(WORK ITEM) Examine the records and identify each line that includes the string "forest". Copy those lines.

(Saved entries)
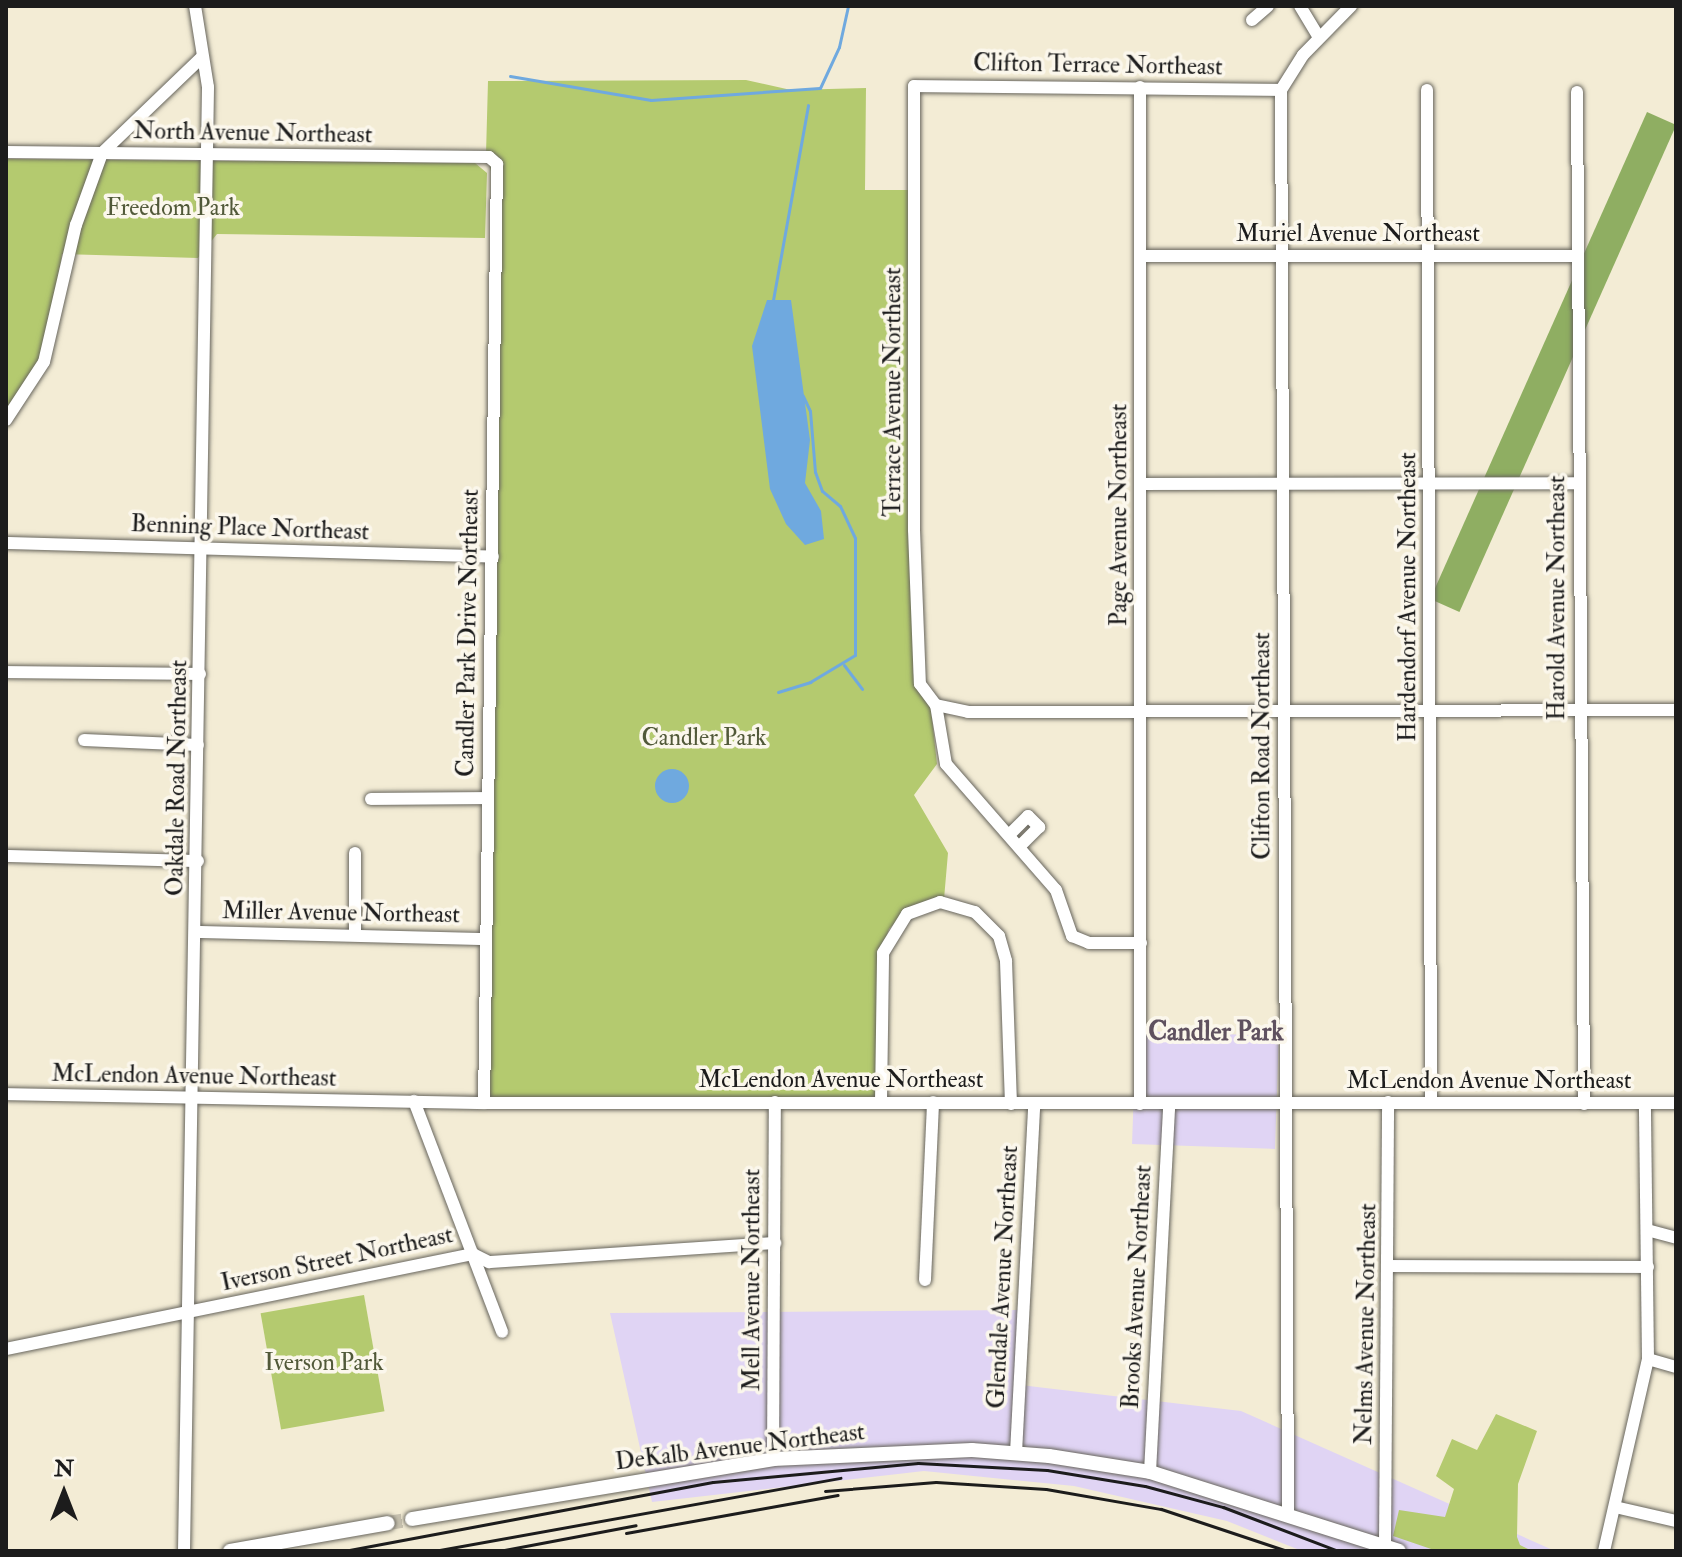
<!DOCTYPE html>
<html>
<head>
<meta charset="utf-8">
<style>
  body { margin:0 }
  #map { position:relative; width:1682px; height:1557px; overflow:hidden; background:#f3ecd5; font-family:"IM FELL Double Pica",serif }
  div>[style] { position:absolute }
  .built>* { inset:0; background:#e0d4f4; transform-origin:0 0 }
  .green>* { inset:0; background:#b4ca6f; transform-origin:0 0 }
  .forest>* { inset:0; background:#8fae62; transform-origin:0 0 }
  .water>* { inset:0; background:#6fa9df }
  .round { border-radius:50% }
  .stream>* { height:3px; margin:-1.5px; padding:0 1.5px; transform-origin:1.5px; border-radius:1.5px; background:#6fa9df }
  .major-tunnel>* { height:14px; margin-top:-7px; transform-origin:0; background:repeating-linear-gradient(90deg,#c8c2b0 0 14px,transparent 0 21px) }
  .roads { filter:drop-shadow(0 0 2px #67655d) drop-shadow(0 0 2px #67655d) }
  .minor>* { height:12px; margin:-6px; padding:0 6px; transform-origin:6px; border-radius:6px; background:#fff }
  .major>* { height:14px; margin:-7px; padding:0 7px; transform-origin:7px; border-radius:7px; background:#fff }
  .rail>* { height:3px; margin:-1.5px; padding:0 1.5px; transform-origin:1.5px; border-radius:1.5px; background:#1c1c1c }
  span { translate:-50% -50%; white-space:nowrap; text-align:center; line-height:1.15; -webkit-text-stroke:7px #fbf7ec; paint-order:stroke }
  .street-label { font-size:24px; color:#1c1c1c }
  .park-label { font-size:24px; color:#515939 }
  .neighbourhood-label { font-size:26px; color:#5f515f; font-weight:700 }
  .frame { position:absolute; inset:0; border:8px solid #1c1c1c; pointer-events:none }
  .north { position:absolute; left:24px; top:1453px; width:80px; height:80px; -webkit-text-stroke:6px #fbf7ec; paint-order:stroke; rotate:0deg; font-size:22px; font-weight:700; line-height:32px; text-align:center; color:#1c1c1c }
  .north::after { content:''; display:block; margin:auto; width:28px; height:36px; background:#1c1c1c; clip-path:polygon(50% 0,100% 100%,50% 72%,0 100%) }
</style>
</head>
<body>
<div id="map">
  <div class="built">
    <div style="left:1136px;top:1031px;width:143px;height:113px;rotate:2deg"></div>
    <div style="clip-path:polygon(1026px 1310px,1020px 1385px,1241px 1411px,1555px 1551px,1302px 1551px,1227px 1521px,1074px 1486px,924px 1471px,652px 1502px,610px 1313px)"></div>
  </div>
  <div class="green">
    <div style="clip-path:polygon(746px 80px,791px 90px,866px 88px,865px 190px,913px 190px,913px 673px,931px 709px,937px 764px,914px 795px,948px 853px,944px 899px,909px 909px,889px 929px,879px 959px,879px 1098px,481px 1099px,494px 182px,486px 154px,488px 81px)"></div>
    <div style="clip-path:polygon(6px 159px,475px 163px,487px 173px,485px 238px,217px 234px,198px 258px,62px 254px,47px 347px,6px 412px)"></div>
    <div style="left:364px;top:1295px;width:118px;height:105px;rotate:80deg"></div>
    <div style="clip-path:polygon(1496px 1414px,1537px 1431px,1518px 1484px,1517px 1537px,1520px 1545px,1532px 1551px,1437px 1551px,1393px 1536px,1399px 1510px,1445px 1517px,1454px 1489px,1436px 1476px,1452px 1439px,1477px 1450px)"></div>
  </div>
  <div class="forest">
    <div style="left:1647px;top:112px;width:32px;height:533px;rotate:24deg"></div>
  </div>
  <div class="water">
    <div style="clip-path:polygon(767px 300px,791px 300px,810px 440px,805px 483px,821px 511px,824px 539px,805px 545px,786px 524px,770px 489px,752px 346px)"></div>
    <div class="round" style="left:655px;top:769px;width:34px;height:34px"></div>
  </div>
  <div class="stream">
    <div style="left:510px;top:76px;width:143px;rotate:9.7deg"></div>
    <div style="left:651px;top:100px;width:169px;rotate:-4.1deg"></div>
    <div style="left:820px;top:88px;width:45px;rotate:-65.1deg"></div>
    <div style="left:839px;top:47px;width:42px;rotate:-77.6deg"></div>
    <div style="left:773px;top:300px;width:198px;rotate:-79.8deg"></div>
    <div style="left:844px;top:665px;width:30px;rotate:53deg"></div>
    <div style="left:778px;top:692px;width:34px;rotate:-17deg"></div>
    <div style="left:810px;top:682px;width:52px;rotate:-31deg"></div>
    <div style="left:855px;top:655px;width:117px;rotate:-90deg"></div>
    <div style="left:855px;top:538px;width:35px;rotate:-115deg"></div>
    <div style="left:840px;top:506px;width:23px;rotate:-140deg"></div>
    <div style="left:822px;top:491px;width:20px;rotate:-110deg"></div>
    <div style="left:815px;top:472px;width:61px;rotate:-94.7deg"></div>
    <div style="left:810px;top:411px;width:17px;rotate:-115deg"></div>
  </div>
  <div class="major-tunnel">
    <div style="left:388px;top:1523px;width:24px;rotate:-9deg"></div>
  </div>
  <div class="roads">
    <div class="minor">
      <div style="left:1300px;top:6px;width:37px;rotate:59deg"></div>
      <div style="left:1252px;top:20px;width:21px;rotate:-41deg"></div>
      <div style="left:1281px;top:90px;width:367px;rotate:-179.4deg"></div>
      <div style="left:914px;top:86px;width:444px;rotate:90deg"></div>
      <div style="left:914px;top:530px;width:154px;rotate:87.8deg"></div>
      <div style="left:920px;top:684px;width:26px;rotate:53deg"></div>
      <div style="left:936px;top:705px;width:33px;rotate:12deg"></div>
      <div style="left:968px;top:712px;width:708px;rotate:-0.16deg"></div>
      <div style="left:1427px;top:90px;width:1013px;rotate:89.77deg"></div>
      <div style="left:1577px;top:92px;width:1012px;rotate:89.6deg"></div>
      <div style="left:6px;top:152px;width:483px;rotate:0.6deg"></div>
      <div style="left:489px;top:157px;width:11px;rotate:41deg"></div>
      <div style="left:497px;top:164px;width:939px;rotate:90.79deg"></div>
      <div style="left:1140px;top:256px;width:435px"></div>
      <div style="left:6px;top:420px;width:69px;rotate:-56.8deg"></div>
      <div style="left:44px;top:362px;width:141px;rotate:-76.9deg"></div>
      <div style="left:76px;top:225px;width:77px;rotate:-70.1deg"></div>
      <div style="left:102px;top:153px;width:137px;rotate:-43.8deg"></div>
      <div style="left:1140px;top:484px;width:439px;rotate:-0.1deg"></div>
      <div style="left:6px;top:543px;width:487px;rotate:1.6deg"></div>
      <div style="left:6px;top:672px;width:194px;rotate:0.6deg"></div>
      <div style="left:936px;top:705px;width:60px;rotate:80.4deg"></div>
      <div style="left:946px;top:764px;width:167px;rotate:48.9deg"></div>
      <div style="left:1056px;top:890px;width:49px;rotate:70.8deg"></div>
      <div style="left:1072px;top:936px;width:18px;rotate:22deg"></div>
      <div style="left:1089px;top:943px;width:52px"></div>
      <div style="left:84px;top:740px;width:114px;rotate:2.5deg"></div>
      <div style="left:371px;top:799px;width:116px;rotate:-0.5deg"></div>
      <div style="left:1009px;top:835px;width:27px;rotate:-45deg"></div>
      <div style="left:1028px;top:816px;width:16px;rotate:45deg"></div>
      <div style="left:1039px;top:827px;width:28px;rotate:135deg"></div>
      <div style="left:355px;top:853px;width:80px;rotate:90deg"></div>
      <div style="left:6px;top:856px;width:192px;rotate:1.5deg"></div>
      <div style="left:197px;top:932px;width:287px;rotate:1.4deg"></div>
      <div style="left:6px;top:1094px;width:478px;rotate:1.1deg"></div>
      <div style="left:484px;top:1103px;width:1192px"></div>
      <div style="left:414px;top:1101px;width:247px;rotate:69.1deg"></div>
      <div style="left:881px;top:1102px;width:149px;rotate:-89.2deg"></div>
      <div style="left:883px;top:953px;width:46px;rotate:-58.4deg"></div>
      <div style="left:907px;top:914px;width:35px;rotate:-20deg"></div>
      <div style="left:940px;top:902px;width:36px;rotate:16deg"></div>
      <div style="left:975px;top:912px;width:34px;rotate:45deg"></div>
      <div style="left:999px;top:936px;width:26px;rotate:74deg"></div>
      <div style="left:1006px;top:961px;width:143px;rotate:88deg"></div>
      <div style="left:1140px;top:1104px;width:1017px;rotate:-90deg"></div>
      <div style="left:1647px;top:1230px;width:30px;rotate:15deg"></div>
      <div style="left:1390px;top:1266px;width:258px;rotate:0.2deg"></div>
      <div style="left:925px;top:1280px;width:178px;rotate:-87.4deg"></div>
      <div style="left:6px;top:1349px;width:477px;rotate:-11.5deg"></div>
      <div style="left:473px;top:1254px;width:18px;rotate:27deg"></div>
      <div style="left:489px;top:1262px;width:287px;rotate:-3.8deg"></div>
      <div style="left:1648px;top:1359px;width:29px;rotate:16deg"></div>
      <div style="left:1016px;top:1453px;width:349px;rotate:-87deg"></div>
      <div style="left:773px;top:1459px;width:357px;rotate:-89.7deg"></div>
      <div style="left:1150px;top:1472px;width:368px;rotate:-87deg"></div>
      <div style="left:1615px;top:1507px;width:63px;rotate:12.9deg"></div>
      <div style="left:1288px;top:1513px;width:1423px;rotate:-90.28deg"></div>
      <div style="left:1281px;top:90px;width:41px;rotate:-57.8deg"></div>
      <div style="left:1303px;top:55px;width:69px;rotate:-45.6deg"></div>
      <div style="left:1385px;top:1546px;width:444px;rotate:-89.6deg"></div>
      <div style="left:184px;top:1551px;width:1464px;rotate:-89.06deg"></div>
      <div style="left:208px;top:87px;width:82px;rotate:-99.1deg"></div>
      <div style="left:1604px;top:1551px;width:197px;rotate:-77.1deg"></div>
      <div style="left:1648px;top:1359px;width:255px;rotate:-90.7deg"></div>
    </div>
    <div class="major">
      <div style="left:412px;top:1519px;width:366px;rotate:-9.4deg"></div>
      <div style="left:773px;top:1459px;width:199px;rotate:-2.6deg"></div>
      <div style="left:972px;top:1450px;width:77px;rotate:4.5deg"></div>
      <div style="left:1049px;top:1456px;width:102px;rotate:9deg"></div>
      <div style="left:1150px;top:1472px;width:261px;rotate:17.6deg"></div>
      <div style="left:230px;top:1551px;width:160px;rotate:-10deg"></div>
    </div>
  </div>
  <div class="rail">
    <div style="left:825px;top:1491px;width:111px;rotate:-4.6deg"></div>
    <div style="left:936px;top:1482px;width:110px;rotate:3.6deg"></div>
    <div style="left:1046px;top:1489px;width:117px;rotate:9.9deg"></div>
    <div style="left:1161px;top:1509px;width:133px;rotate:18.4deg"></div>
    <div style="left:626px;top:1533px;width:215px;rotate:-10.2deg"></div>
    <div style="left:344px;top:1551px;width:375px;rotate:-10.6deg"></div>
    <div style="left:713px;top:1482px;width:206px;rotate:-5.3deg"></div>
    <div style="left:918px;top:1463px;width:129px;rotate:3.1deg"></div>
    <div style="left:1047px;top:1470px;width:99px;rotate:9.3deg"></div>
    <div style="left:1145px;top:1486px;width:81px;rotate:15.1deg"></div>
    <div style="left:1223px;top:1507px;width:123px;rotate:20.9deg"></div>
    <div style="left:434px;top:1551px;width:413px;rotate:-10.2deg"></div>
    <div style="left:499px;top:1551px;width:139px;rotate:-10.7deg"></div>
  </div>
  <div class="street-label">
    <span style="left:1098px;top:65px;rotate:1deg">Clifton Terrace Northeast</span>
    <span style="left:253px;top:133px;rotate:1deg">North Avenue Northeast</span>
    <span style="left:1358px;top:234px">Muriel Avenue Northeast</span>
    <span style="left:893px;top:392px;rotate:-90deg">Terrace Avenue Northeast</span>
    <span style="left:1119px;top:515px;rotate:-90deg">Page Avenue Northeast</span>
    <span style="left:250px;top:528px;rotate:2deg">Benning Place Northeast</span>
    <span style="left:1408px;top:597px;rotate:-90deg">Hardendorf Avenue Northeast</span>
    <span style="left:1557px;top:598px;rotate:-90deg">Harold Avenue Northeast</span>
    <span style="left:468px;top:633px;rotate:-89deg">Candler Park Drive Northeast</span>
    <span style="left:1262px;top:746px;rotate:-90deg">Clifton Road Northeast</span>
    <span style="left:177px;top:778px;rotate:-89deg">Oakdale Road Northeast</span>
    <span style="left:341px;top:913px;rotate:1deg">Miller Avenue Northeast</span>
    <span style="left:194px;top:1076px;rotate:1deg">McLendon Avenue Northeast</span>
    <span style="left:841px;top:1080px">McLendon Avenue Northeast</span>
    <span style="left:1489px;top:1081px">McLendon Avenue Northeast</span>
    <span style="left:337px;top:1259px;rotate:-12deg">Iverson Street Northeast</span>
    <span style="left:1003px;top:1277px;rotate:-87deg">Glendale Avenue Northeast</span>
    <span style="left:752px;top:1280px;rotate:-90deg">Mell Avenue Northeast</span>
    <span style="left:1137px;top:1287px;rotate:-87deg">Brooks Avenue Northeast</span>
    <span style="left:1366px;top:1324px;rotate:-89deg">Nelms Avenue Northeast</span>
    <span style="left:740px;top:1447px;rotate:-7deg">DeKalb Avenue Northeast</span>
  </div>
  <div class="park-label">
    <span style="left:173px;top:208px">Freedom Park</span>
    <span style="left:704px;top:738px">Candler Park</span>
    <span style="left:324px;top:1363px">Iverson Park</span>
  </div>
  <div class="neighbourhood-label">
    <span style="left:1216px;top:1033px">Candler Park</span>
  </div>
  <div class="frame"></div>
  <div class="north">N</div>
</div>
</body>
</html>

(EXERCISE RESULT)
  .forest>* { inset:0; background:#8fae62; transform-origin:0 0 }
  <div class="forest">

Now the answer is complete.